Blog de la psychanalyse au quotidien 



Frères et sœurs sur le toit-terrasse, Vincenzo Irolli


FREUD PRÉ-ŒDIPIEN ET LE FRÈRE PERDU
Auteur : Mary Adams



La petite enfance de Sigmund Freud a été marquée par le traumatisme très significatif de la mort de son petit frère, Julius, à l'âge de six mois, lorsque sa mère s'est détournée de lui dans le chagrin, devenant une « mère morte ». Freud n'avait alors qu'un an. Il a reconnu plus tard dans sa vie la difficulté qu’il avait eu à explorer ce traumatisme précoce :

Tout dans la sphère de ce premier attachement à la mère me paraissait si difficile à saisir en analyse, si gris de vieillesse, si obscur et presque impossible à raviver, que c'était comme s'il avait succombé à un refoulement particulièrement inexorable.. (Freud 1931 : 226)

Parmi ses premiers souvenirs figuraient des sentiments de culpabilité concernant les souhaits de mort envers son frère décédé, ce qui a suscité en lui une tendance permanente à l'auto-reproche. La famille de Freud vivait dans un appartement d'une pièce, il aurait donc été directement exposé à la maladie de son frère et peut-être même à sa mort. (Schur, 1972, 241). Dans une lettre à Fliess, il écrit : « J'ai accueilli mon frère cadet d'un an... avec de mauvais vœux et une véritable jalousie infantile, et sa mort a laissé en moi un germe de culpabilité. » (Schur, 1969, p. 305).  

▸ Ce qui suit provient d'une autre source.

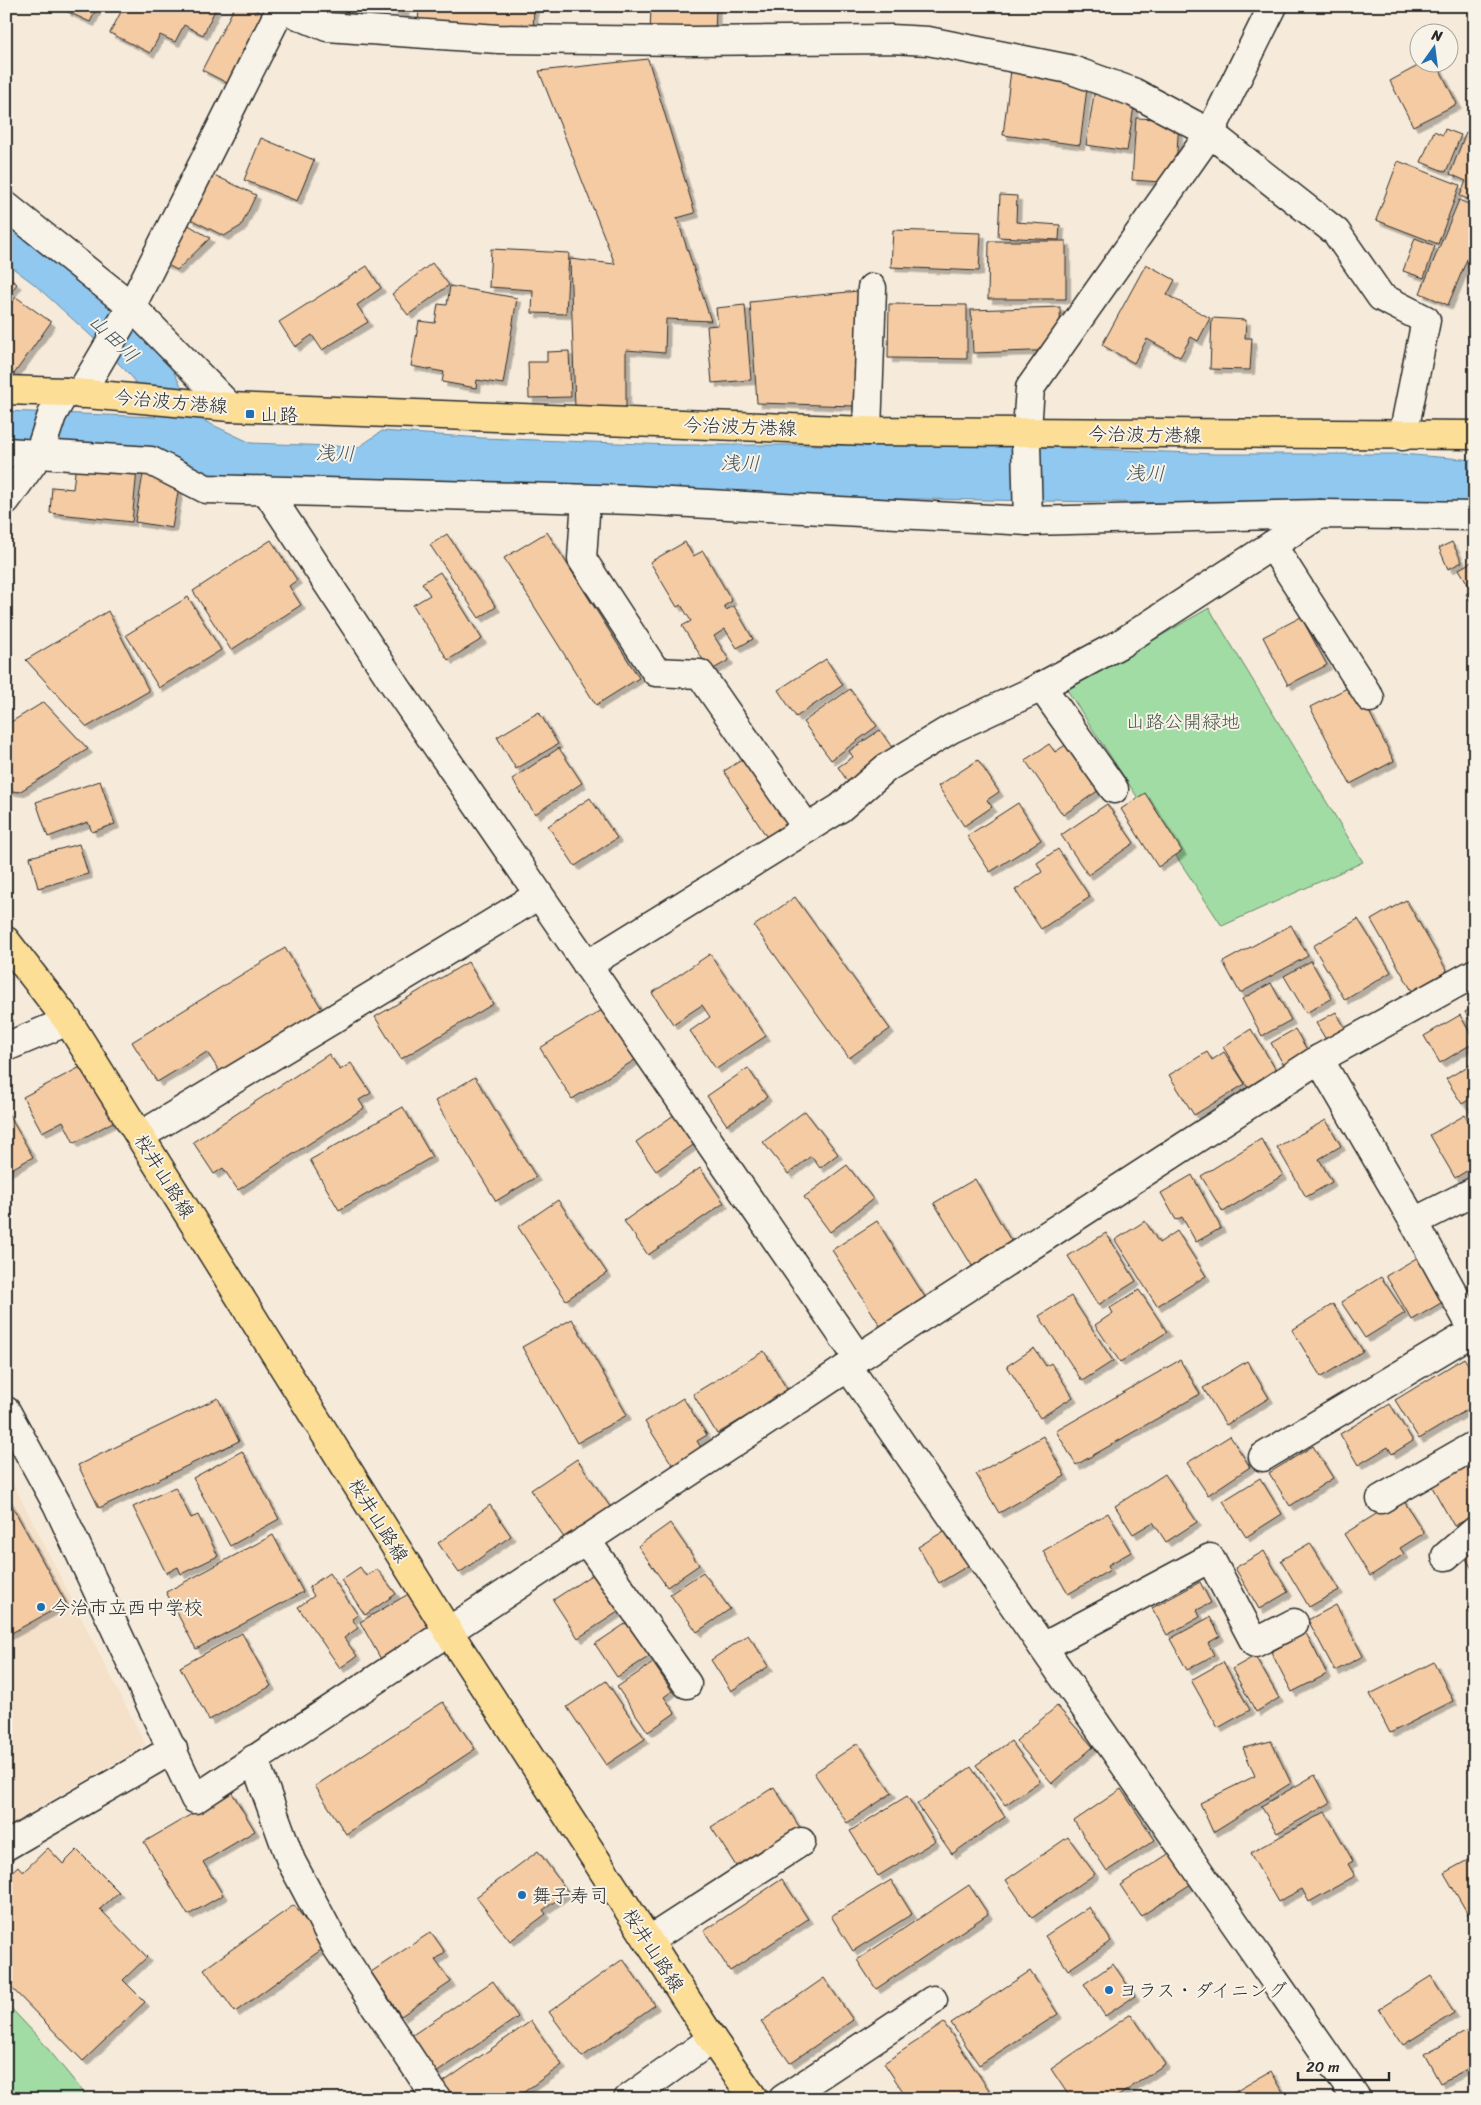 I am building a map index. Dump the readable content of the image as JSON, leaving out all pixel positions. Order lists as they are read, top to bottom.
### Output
{
  "streets": {
    "main road": ["今治波方港線", "桜井山路線"]
  },
  "water": ["山田川", "浅川"],
  "parks": ["山路公開緑地"],
  "places": {
    "transit": ["山路"],
    "other": ["今治市立西中学校", "舞子寿司", "ヨラス・ダイニング"]
  },
  "scale_bar": "20 m",
  "north": "top"
} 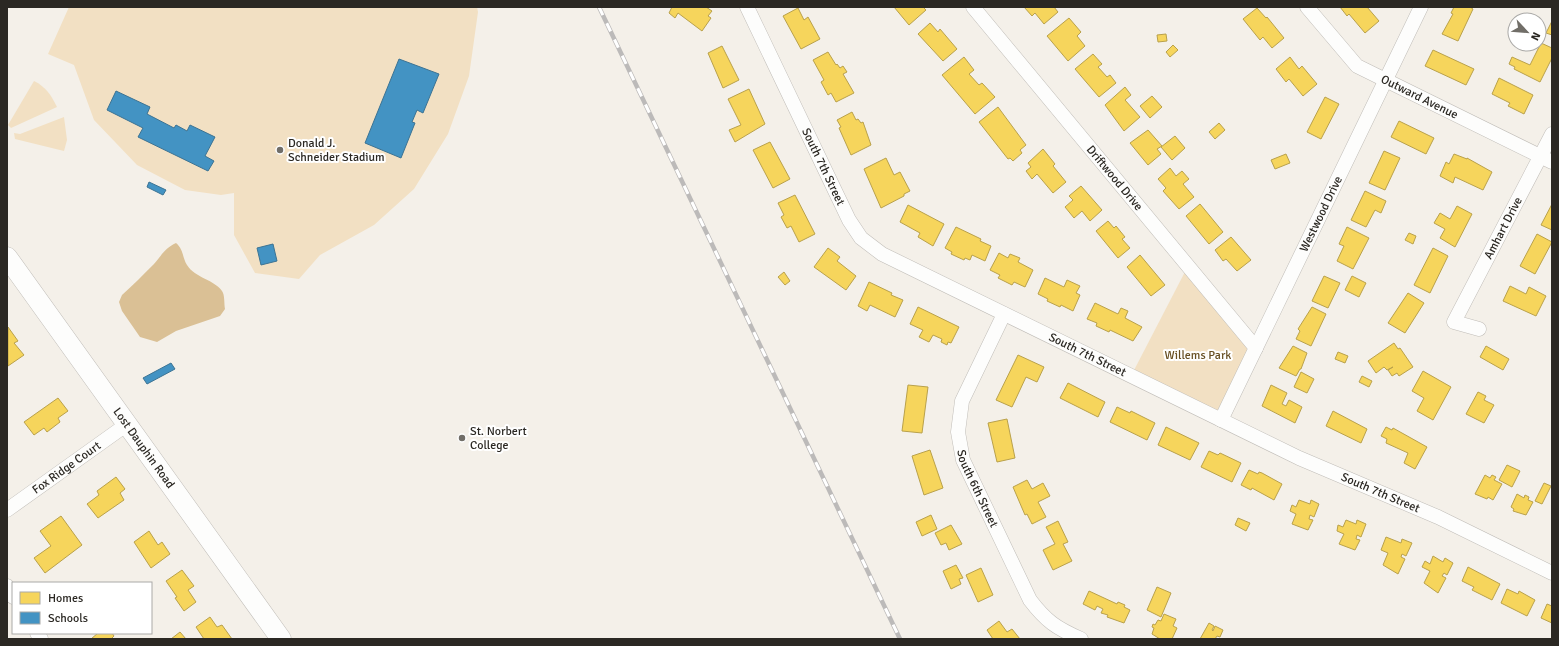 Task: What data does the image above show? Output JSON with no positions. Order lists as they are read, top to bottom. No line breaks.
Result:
{"streets":{"main road":["Lost Dauphin Road"],"street":["Outward Avenue","South 7th Street","Driftwood Drive","Westwood Drive","Amhart Drive","Fox Ridge Court","South 6th Street"]},"crossings":[["Outward Avenue","Westwood Drive"],["Outward Avenue","Amhart Drive"],["South 7th Street","Westwood Drive"],["South 7th Street","South 6th Street"],["Driftwood Drive","Westwood Drive"],["Lost Dauphin Road","Fox Ridge Court"]],"parks":["Willems Park"],"places":["Donald J. Schneider Stadium","St. Norbert College"],"legend":["Homes","Schools"],"north":"bottom right"} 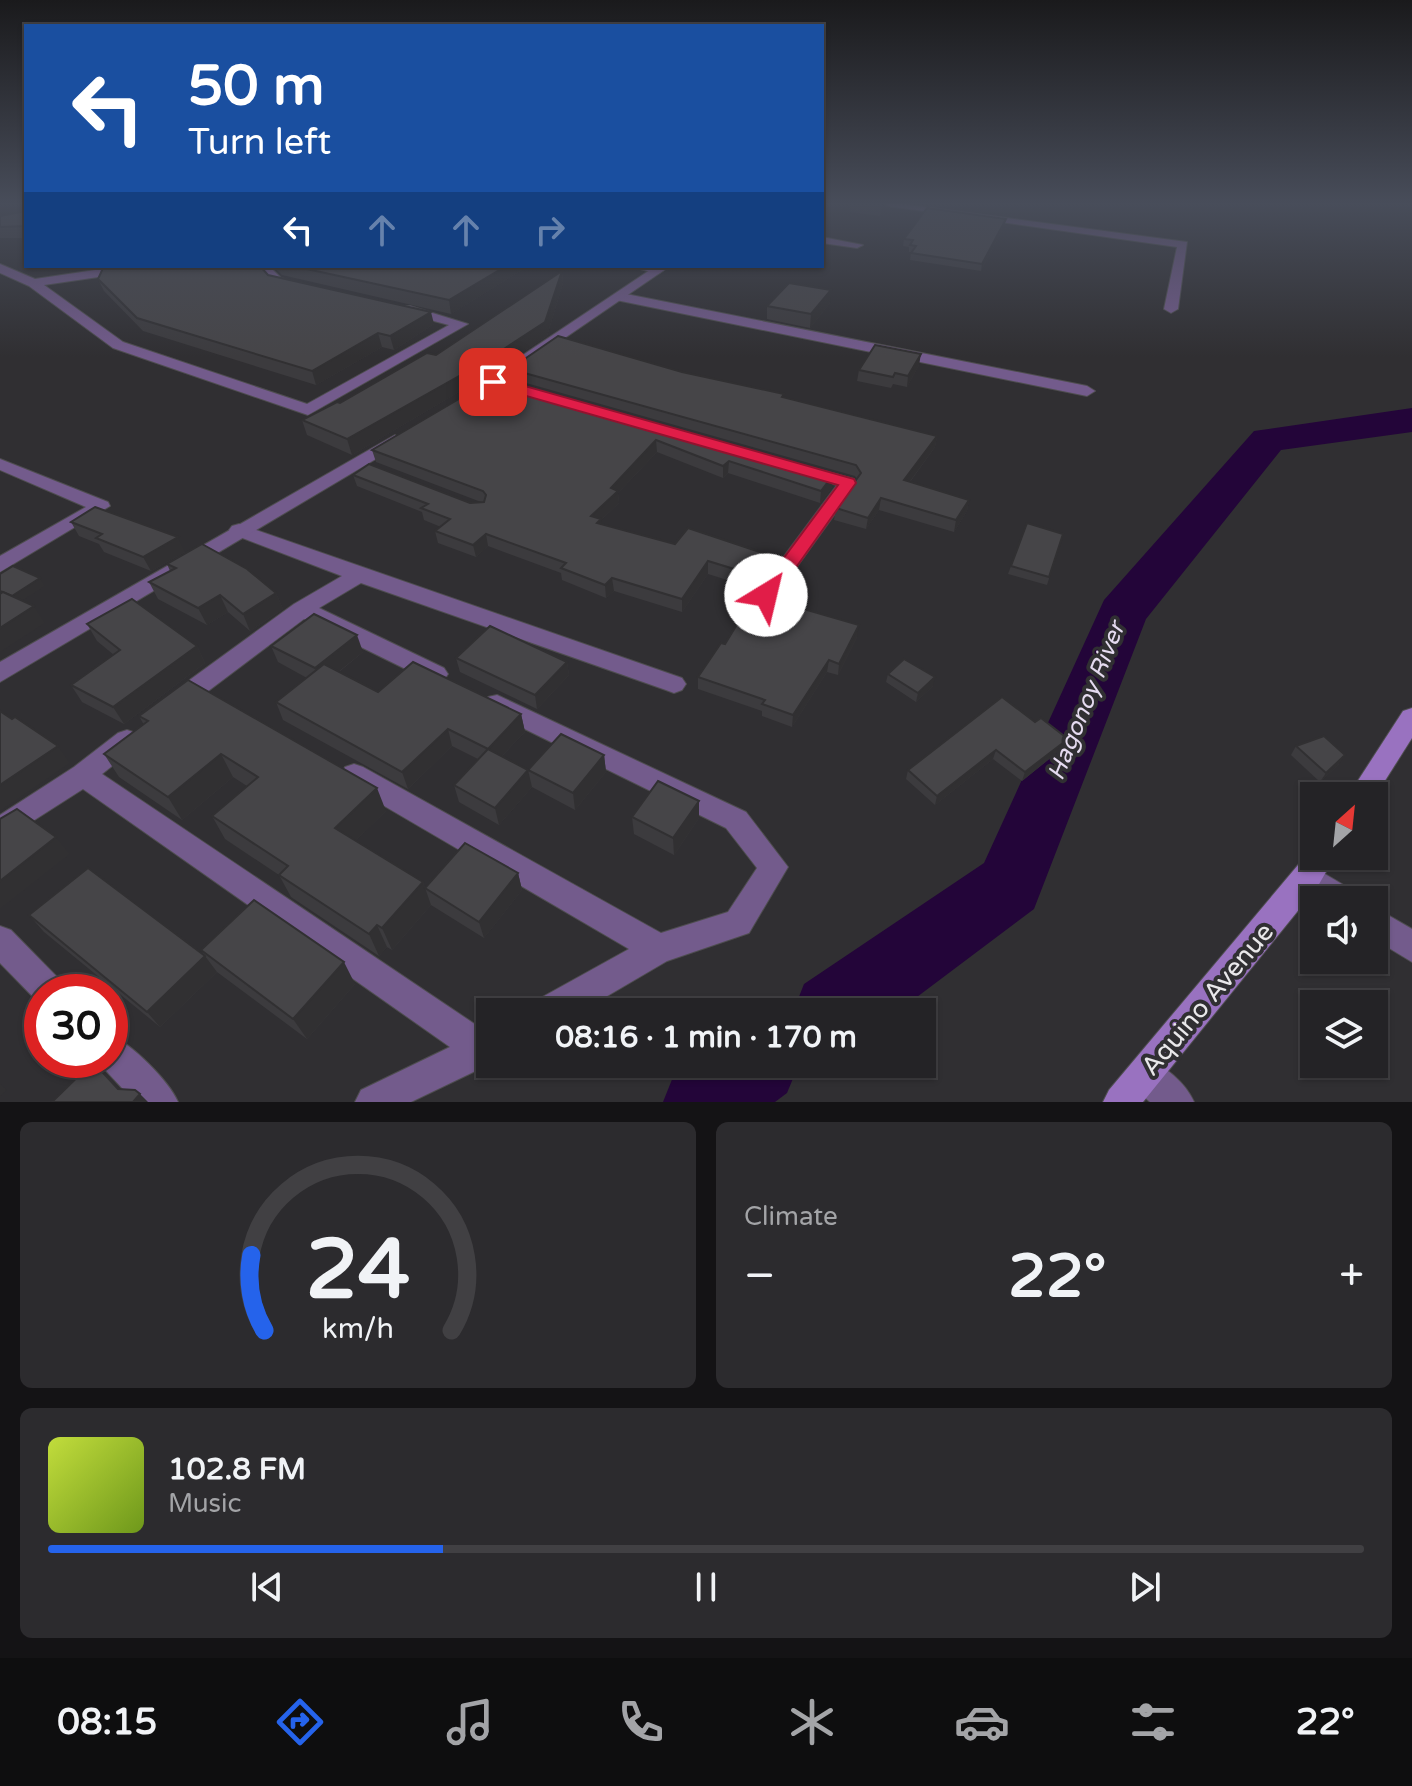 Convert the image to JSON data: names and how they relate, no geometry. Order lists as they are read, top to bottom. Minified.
{"streets":{"main road":["Aquino Avenue"]},"water":["Hagonoy River"],"north":"top right","page":{"turn":["50 m","Turn left"],"limit":"30","trip":"08:16 · 1 min · 170 m","tile":"Climate","heat":["−","22°","+"],"song":["102.8 FM","Music"],"tabs":["08:15","22°"],"gauge":["24","km/h"]}}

In L'interprétation des rêves (1900), Freud écrivait : « Les décès ainsi vécus dans l’enfance peuvent être vite oubliés dans la famille ; mais la recherche psychanalytique montre qu’ils ont une influence très importante sur les névroses ultérieures. Malgré cette prise de conscience, Freud n’a pas réussi à donner à la perte d’un frère ou d’une sœur dans l’enfance l’importance à laquelle on pourrait s’attendre. Et malgré l'importance que nous accordons aujourd'hui aux traumatismes de la petite enfance, la communauté psychanalytique semble souvent ignorer l'impact possible de la mort d'un frère ou d'une sœur, même si Andre Green identifie la mort d'un enfant à un âge précoce comme « le cas le plus grave » de décès. mère : « La mère reste physiquement présente, mais elle est psychiquement 'morte' pour l'enfant survivant ». (1986, p.149)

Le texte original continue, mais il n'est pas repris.